Turkey’s president has fired the governor of the central bank just three months into his term and replaced him with an academic who has lobbied for lower interest rates in a shock move that is likely to heap more pressure on the lira.

Recep Tayyip Erdogan’s dismissal on Saturday of Naci Agbal, came just two days after the respected former finance minister had won plaudits from the market by hiking interest rates by 200 basis points to tame inflation and support the currency.

“This is a truly idiotic decision by Erdogan and markets will express their opinions on Monday, and it is likely to be an ugly reaction,” said Timothy Ash, an analyst at BlueBay Asset Management.

Since his appointment in November, Agbal had increased the benchmark interest rate by a cumulative 875bp to 19 per cent, helping the lira recover as investors saw signs that Turkey was moving towards more orthodox monetary policy.

But that ran counter to Erdogan’s view that higher interest rates cause, rather than cure, inflation. He demanded that credit stay cheap to boost economic growth, fuelling double-digit inflation for much of the past three years and prompting foreign investors to dump Turkish assets.

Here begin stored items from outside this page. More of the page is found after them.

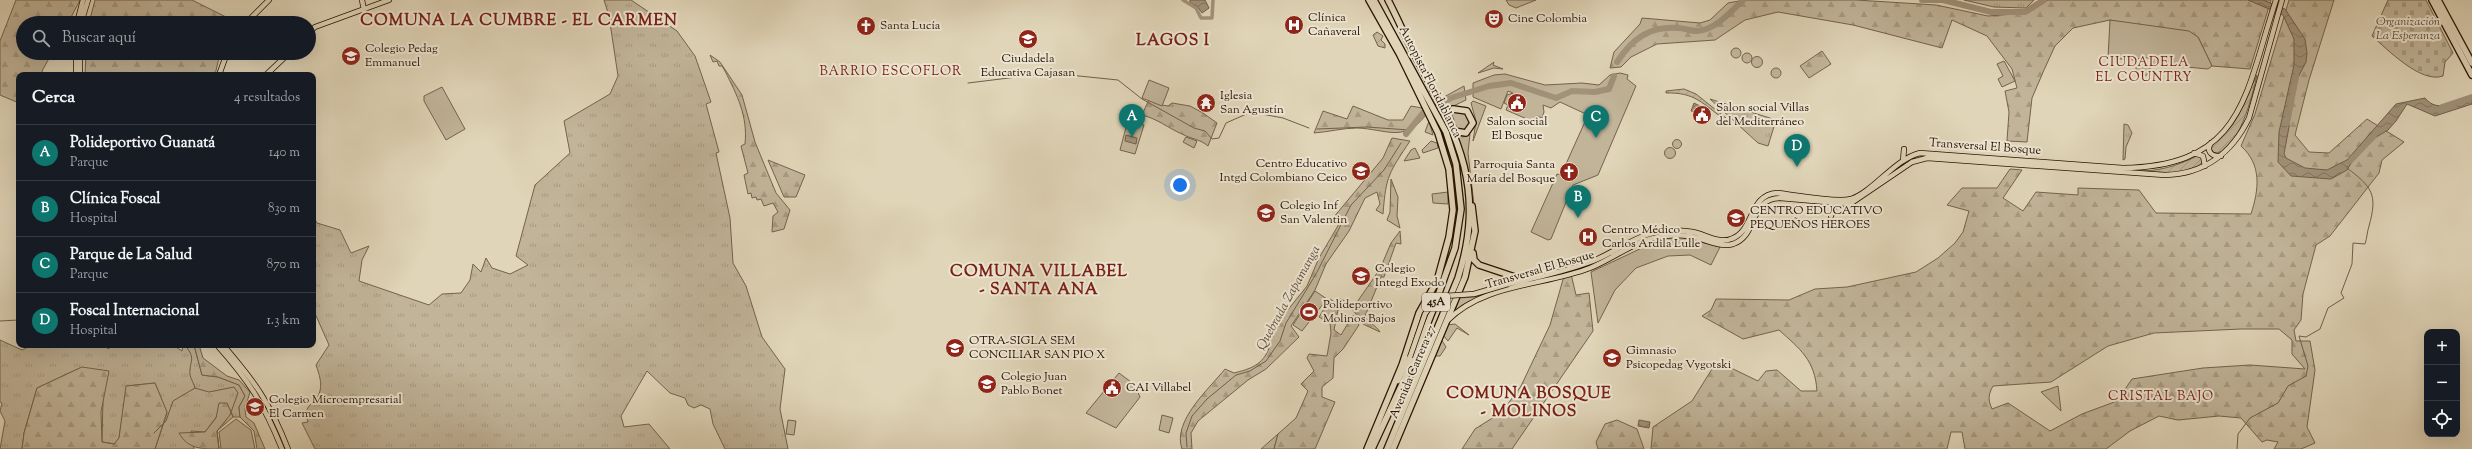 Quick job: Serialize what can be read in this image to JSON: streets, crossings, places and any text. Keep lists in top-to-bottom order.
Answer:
{
  "streets": {
    "highway": ["Autopista Floridablanca", "45A", "Avenida Carrera 27"],
    "main road": ["Transversal El Bosque"]
  },
  "crossings": [
    ["Autopista Floridablanca", "Avenida Carrera 27"],
    ["Transversal El Bosque", "Avenida Carrera 27"]
  ],
  "districts": [
    "COMUNA LA CUMBRE - EL CARMEN",
    "LAGOS I",
    "CIUDADELA EL COUNTRY",
    "BARRIO ESCOFLOR",
    "COMUNA VILLABEL - SANTA ANA",
    "COMUNA BOSQUE - MOLINOS",
    "CRISTAL BAJO"
  ],
  "water": ["Quebrada Zapamanga"],
  "parks": ["Organización La Esperanza"],
  "places": {
    "theatre": ["Cine Colombia"],
    "hospital": ["Clínica Cañaveral", "Centro Médico Carlos Ardila Lulle"],
    "church": ["Santa Lucía", "Parroquia Santa María del Bosque"],
    "school or university": [
      "Ciudadela Educativa Cajasan",
      "Colegio Pedag Emmanuel",
      "Centro Educativo Intgd Colombiano Ceico",
      "Colegio Inf San Valentin",
      "CENTRO EDUCATIVO PEQUEÑOS HEROES",
      "Colegio Integd Exodo",
      "OTRA-SIGLA SEM CONCILIAR SAN PIO X",
      "Gimnasio Psicopedag Vygotski",
      "Colegio Juan Pablo Bonet",
      "Colegio Microempresarial El Carmen"
    ],
    "temple": ["Iglesia San Agustín"],
    "public building": ["Salon social El Bosque", "Salon social Villas del Mediterráneo", "CAI Villabel"],
    "sports": ["Polideportivo Molinos Bajos"]
  },
  "page": {
    "search": "Buscar aquí",
    "heading": ["Cerca", "4 resultados"],
    "pins": [
      "A",
      "C",
      "D",
      "B"
    ],
    "list": [
      {
        "mark": "A",
        "name": "Polideportivo Guanatá",
        "note": "Parque",
        "value": "140 m"
      },
      {
        "mark": "B",
        "name": "Clínica Foscal",
        "note": "Hospital",
        "value": "830 m"
      },
      {
        "mark": "C",
        "name": "Parque de La Salud",
        "note": "Parque",
        "value": "870 m"
      },
      {
        "mark": "D",
        "name": "Foscal Internacional",
        "note": "Hospital",
        "value": "1.3 km"
      }
    ],
    "map_buttons": ["+", "−"]
  }
}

In a tweet, Agbal said: “I express my gratitude for my dismissal from duty as of today. May God grant us all good luck.”

Erdogan has replaced Agbal with Sahap Kavcioglu, a little-known professor of banking and a former lawmaker from the ruling Justice and Development party. Kavcioglu wrote in his column at the Islamist newspaper Yeni Safak last month that “interest rate increases will indirectly lead to an increase in inflation”.

The shake-up is likely to erode hopes among investors that the bank would assert its independence from Erdogan. The currency had strengthened by about 18 per cent since Agbal took the helm and pledged to restore the central bank’s credibility.

Jason Tuvey, senior emerging markets economist at Capital Economics, said Agbal’s sacking increased the risk of a new currency crisis in Turkey.

The country’s $730bn economy has been struggling to emerge from the tumult caused by a currency shock in 2018 when Erdogan’s economic and foreign polices frightened away investors.

“Erdogan’s move leaves little doubt that all of the power in Turkey rests with him, and this will result in rate cuts. This will simply make Turkey’s inflation problem even worse,” Tuvey wrote in a research note. He warned that a gaping current account deficit and enormous foreign-debt liabilities posed risks for the Turkish financial system.

Investors had hoped Turkey was on the path to stability after Berat Albayrak, Erdogan’s son-in-law, resigned as finance minister in November amid mounting criticism of Ankara’s economic management and the plunging lira, including the central bank’s depletion of its foreign-currency reserves to mitigate the lira’s losses — a policy that Kavcioglu has supported.

Kavcioglu becomes the fourth Turkish central bank governor since 2019 as Erdogan fired both of Agbal’s predecessors before their four-year terms expired.